(ENTRIES PROVIDED)
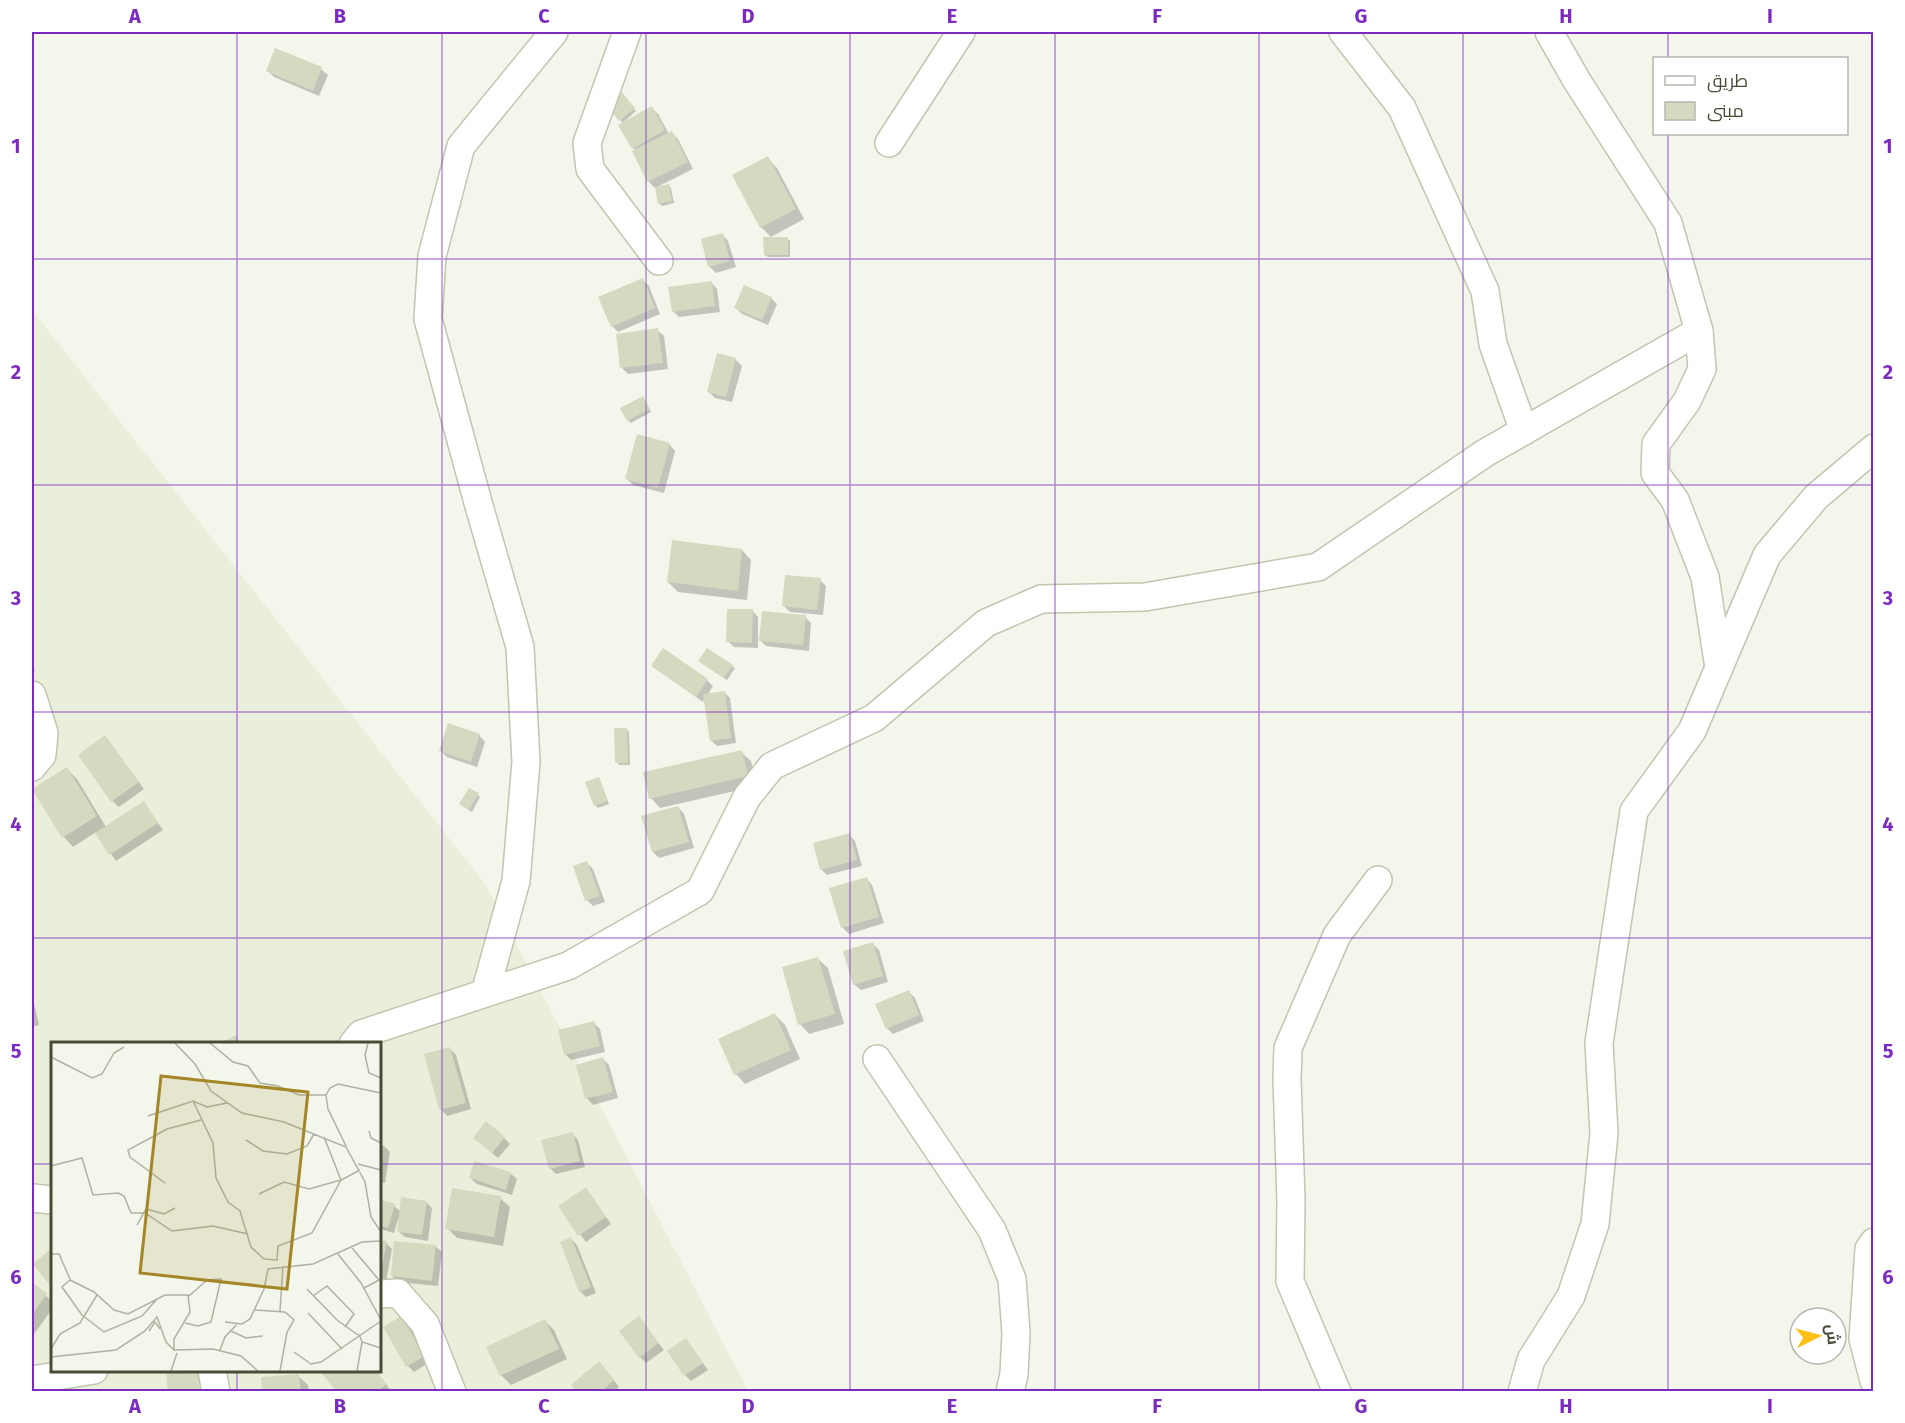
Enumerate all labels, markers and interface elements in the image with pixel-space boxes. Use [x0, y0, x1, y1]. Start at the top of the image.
text: A [128, 4, 142, 28]
text: B [334, 4, 346, 28]
text: C [538, 4, 550, 28]
text: D [741, 4, 755, 28]
text: E [947, 4, 957, 28]
text: F [1152, 4, 1162, 28]
text: G [1355, 4, 1367, 28]
text: H [1559, 4, 1573, 28]
text: I [1767, 4, 1773, 28]
legend [1653, 57, 1848, 135]
text: طريق [1707, 70, 1748, 93]
text: مبنى [1707, 100, 1744, 122]
text: 1 [11, 134, 21, 158]
text: 1 [1883, 134, 1893, 158]
text: 2 [11, 360, 21, 384]
text: 2 [1883, 360, 1893, 384]
text: 3 [10, 586, 21, 610]
text: 3 [1882, 586, 1893, 610]
text: 4 [10, 812, 22, 836]
text: 4 [1882, 812, 1894, 836]
text: 5 [11, 1039, 22, 1063]
text: 5 [1883, 1039, 1894, 1063]
inset map [51, 1042, 381, 1372]
text: 6 [10, 1265, 22, 1289]
text: 6 [1882, 1265, 1894, 1289]
north arrow [1788, 1306, 1848, 1366]
text: ش [1822, 1323, 1843, 1346]
text: A [128, 1394, 142, 1418]
text: B [334, 1394, 346, 1418]
text: C [538, 1394, 550, 1418]
text: D [741, 1394, 755, 1418]
text: E [947, 1394, 957, 1418]
text: F [1152, 1394, 1162, 1418]
text: G [1355, 1394, 1367, 1418]
text: H [1559, 1394, 1573, 1418]
text: I [1767, 1394, 1773, 1418]

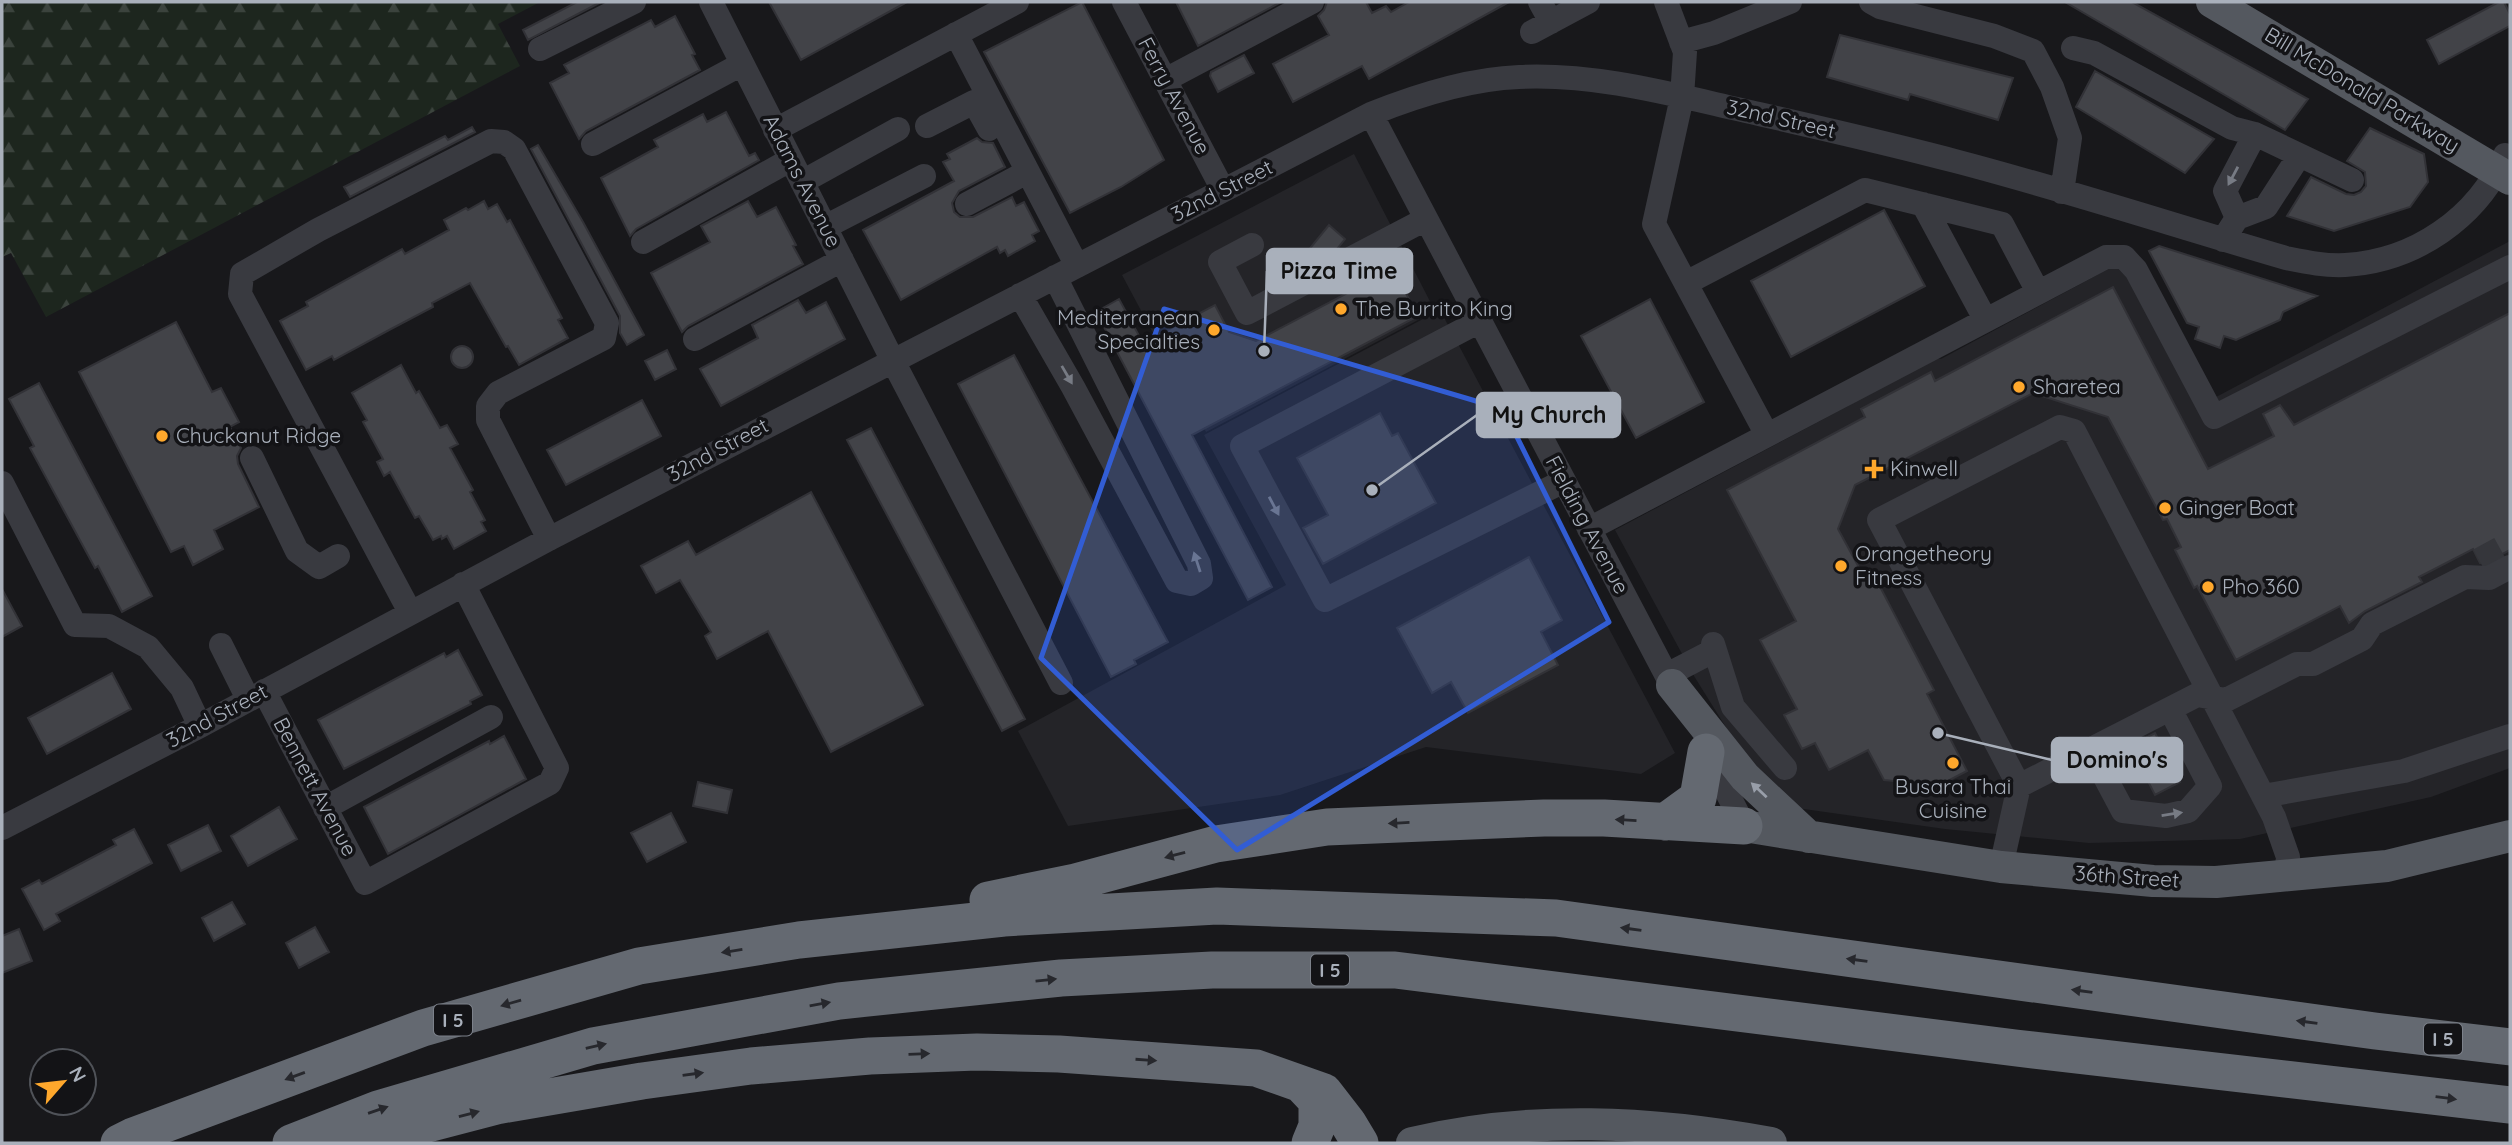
(End ENTRIES PROVIDED)
> _ABOUT THIS EXERCISE_: The output must be every line of the records, printed exactly, with the pictures omitted.

> _ANSWER BOX_:
Enumerate all labels, markers and interface elements in the image with pixel-space boxes. Use [x0, y0, x1, y1]. Start at the top of the image.
text: A [128, 4, 142, 28]
text: B [334, 4, 346, 28]
text: C [538, 4, 550, 28]
text: D [741, 4, 755, 28]
text: E [947, 4, 957, 28]
text: F [1152, 4, 1162, 28]
text: G [1355, 4, 1367, 28]
text: H [1559, 4, 1573, 28]
text: I [1767, 4, 1773, 28]
legend [1653, 57, 1848, 135]
text: طريق [1707, 70, 1748, 93]
text: مبنى [1707, 100, 1744, 122]
text: 1 [11, 134, 21, 158]
text: 1 [1883, 134, 1893, 158]
text: 2 [11, 360, 21, 384]
text: 2 [1883, 360, 1893, 384]
text: 3 [10, 586, 21, 610]
text: 3 [1882, 586, 1893, 610]
text: 4 [10, 812, 22, 836]
text: 4 [1882, 812, 1894, 836]
text: 5 [11, 1039, 22, 1063]
text: 5 [1883, 1039, 1894, 1063]
inset map [51, 1042, 381, 1372]
text: 6 [10, 1265, 22, 1289]
text: 6 [1882, 1265, 1894, 1289]
north arrow [1788, 1306, 1848, 1366]
text: ش [1822, 1323, 1843, 1346]
text: A [128, 1394, 142, 1418]
text: B [334, 1394, 346, 1418]
text: C [538, 1394, 550, 1418]
text: D [741, 1394, 755, 1418]
text: E [947, 1394, 957, 1418]
text: F [1152, 1394, 1162, 1418]
text: G [1355, 1394, 1367, 1418]
text: H [1559, 1394, 1573, 1418]
text: I [1767, 1394, 1773, 1418]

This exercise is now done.